Questo lavoro puo' essere letto da tutti

E chi non sogna di diventare Sampei..?

di Elibellino. Letto 379 volte. Dallo scaffale Generico

E' tutta una questione di fuochi d'artificio. Quelli con i botti belli forti. E di stivali di gomma.

No ma non è possibile. Ma daiiiiii... Perchè cazzo invece di darsi da fare nel concludere una cosa importante, macchè importante, importanti sono i vestiti che ti metti il sabato sera, IMPORTANTISSIMA x la sua vita, per la sua carriera scolastica, e che magari potrebbe, no dico potrebbe, aprirle un piccolo spiraglio verso una carriera futura?? Ebbene si, sto parlando di una tesi, una laurea quinquennale, un capitolo importante della sua vita che si chiude per sempre (a meno che non si iscriva poi all'università della terza età ad ottant'anni, quando di lei rimarrà solo più una dentiera in un bicchiere ed una canna..e non quelle che si fumano, per intenderci).
La data della discussione di questa tesi è tra esattamente una settimana, si, avete capito bene, benissimo...UNA SETTIMANA...una fottuta, cortissima,stra mega ultra breve, settimana. E lei, invece di concludere la parte teorica per mandarla in stampa entro la giornata, cosa che sarebbe assolutamente da fare, si ritrova qui, davanti a questo pc, con la voglia irrefrenabile di riempire questa pagina bianca.

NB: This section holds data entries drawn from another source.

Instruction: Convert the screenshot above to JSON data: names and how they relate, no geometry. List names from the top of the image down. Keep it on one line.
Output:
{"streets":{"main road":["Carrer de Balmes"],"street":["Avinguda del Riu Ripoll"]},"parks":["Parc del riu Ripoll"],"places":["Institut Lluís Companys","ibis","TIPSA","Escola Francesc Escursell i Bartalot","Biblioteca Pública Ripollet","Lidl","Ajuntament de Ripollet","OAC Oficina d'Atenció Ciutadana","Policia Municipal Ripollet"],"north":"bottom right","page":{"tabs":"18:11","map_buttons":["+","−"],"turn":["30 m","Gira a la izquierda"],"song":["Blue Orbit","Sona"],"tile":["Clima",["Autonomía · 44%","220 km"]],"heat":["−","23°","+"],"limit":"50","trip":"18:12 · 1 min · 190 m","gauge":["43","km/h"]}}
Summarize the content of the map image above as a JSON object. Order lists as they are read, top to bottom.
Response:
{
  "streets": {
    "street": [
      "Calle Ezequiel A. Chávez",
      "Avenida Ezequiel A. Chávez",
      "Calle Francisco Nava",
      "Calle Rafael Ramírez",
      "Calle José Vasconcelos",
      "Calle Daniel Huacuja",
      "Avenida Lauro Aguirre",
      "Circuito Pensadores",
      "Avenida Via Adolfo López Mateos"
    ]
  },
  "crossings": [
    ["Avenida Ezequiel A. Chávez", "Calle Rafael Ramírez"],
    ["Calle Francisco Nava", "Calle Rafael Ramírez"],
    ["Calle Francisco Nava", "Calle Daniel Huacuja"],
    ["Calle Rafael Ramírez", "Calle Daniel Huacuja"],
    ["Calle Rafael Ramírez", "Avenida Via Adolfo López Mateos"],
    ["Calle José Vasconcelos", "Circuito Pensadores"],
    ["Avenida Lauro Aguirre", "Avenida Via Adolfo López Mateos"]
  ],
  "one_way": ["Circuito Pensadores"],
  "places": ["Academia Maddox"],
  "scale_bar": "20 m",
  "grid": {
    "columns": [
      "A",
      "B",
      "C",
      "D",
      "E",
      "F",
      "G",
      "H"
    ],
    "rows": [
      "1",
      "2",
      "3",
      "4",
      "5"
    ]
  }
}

A Gin non piacciono le pagine bianche.
E come Napoleone Bonaparte, che scrive le sue memorie in punto di morte, (o si converte..?... con tutta probabilità ne sto sparando una delle mie...); Gin mette nero su bianco le sue di memorie, non in punto di morte, non all'età di novant'anni, quando ormai si ritrova stesa in un letto, tutta catetere e flebo..(piccola parentesi, sono sicura che riuscirebbe a rompere le palle a tutti pure in queste condizioni..), ma bensì all'età di 24anni suonati, e sempre e comunque quando avrebbe tutt'altro da fare. E pure piuttosto urgente.
Eppure c'è qualcosa che la tormenta. Ma la tormenta proprio tanto, tanto da non farla dormire la notte, da farle venire attacchi di mal di pancia pazzeschi, una cistite insopportabile...ecc ecc..In realtà potrei continuare all'infinito ad elencare i miei mali in questo particolare periodo.

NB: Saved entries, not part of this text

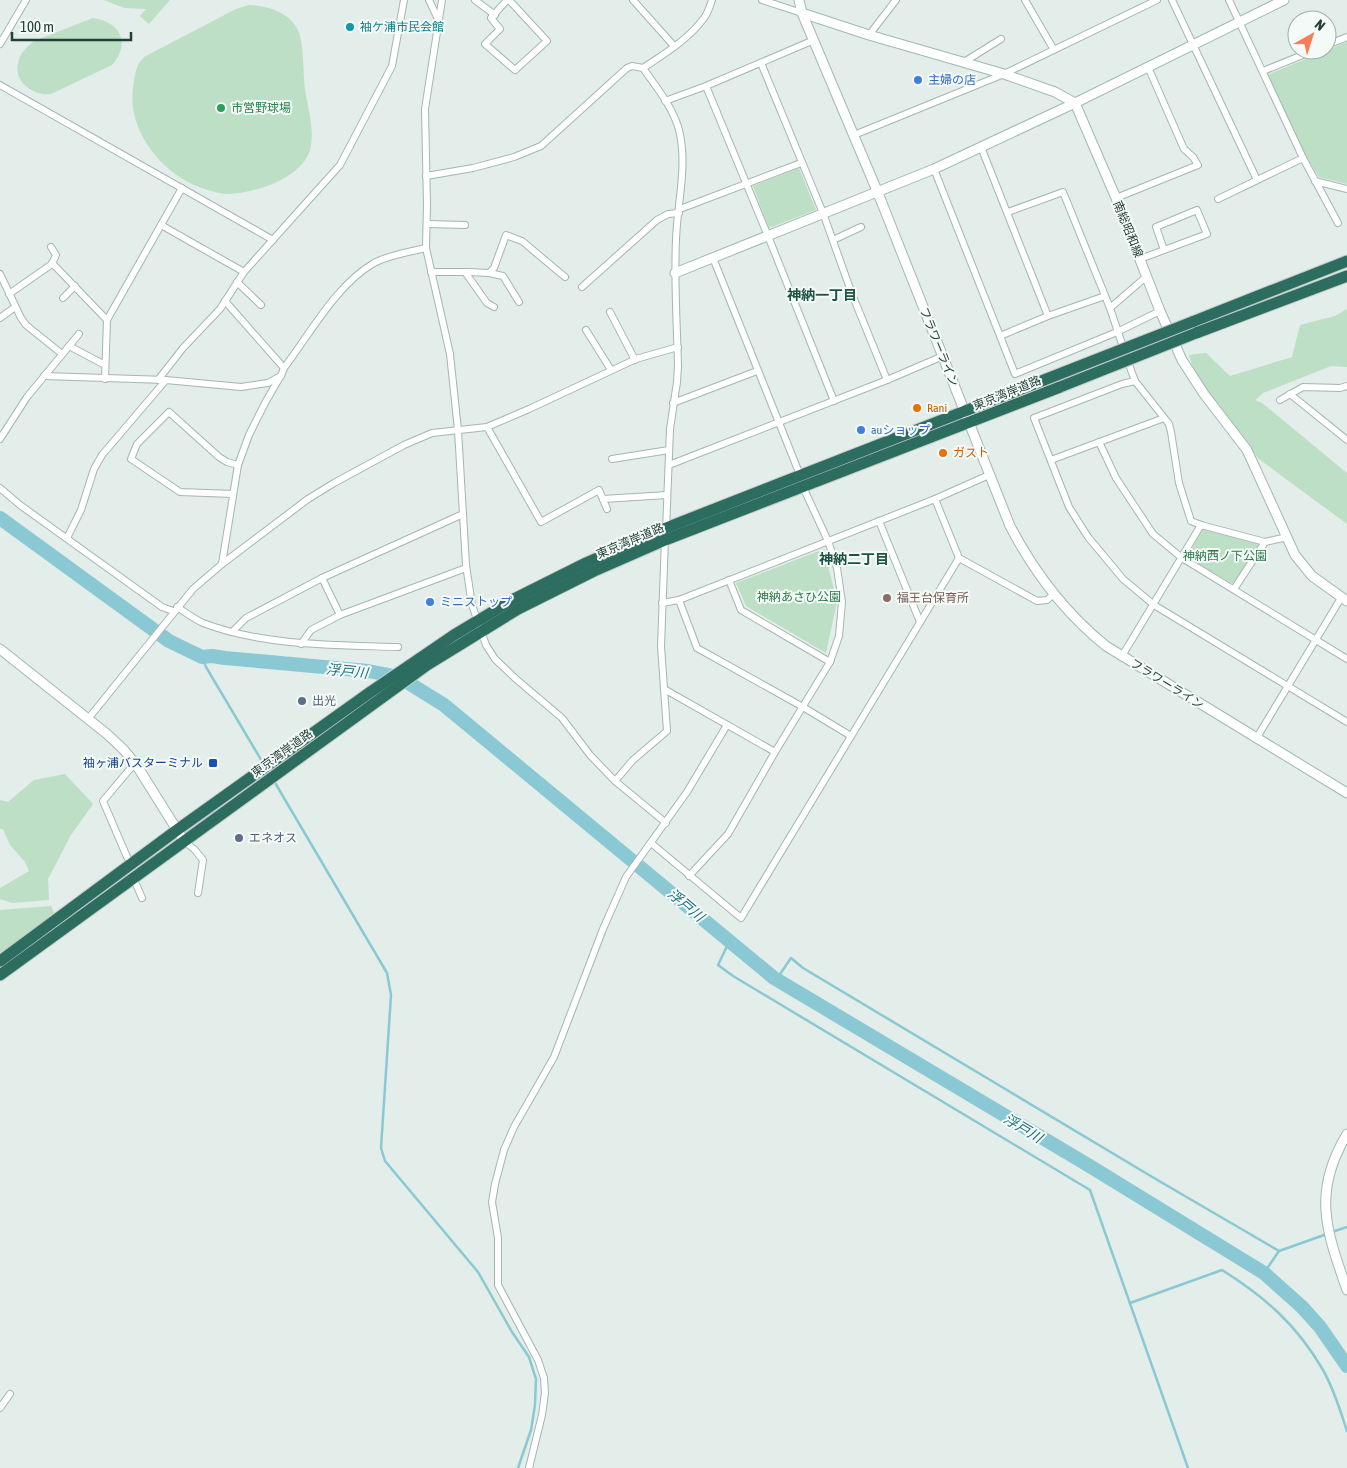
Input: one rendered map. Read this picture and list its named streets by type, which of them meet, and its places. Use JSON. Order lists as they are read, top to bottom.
{
  "streets": {
    "highway": ["東京湾岸道路"],
    "street": ["南総昭和線", "フラワーライン"]
  },
  "crossings": [
    ["フラワーライン", "東京湾岸道路"]
  ],
  "districts": ["神納一丁目", "神納二丁目"],
  "water": ["浮戸川"],
  "parks": ["神納西ノ下公園", "神納あさひ公園"],
  "places": {
    "other": [
      "袖ケ浦市民会館",
      "主婦の店",
      "市営野球場",
      "Rani",
      "auショップ",
      "ガスト",
      "福王台保育所",
      "ミニストップ",
      "出光",
      "エネオス"
    ],
    "transit": ["袖ヶ浦バスターミナル"]
  },
  "scale_bar": "100 m",
  "north": "top right"
}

Il punto è che a Gin non piacciono i fuochi d'artificio. A lei non piacciono più.
Quando lo vivi una volta, quando vivi questo mal di stomaco, questa sensazione altalenante di sentimenti vivi, vivissimi, talmente vivi da bruciare come il fuoco, prorpio lì, nella pancia, perché è lì che si devono provare queste cose. Nella pancia. I figli si fanno con la pancia. L'amore pazzo, burrascoso, quello da fuoco d'artificio. Quello anche si prova con la pancia.

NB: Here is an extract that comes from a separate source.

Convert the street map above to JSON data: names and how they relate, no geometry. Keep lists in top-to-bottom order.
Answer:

Lo vivi una volta. E sei felice, felicissima, hai voglia di fare l'amore almeno 50 volte al giorno. Hai voglia di passare le giornate a letto con lui. Solo con lui. E un caldo plaid. E l'odore del sesso. Che hai addosso.
Dopo questo excursus estremamente figo, romantico, passionale, da sottofonfo di sax, proibito, impossibile, torniamo alla tragica realtà.
Tutto questo finisce, come un fuoco d'artificio, e ti fa precipitare al suolo, con tanto di botto finale.
Passano gli anni, e del fuoco d'artificio è rimasto un bellissimo ricordo, che ti piace anche raccontare, tanto per ricordarti cosa sei capace a fare non appena trovi l'amore. Quello da fuoco d'artificio. Diventa pure carino ricordare a te stessa che lì, nel tuo piccolo, all'interno di te, c'è questa maledetta pazzia, da ragazza tormentata, pronta ad esplodere e dare il meglio di se.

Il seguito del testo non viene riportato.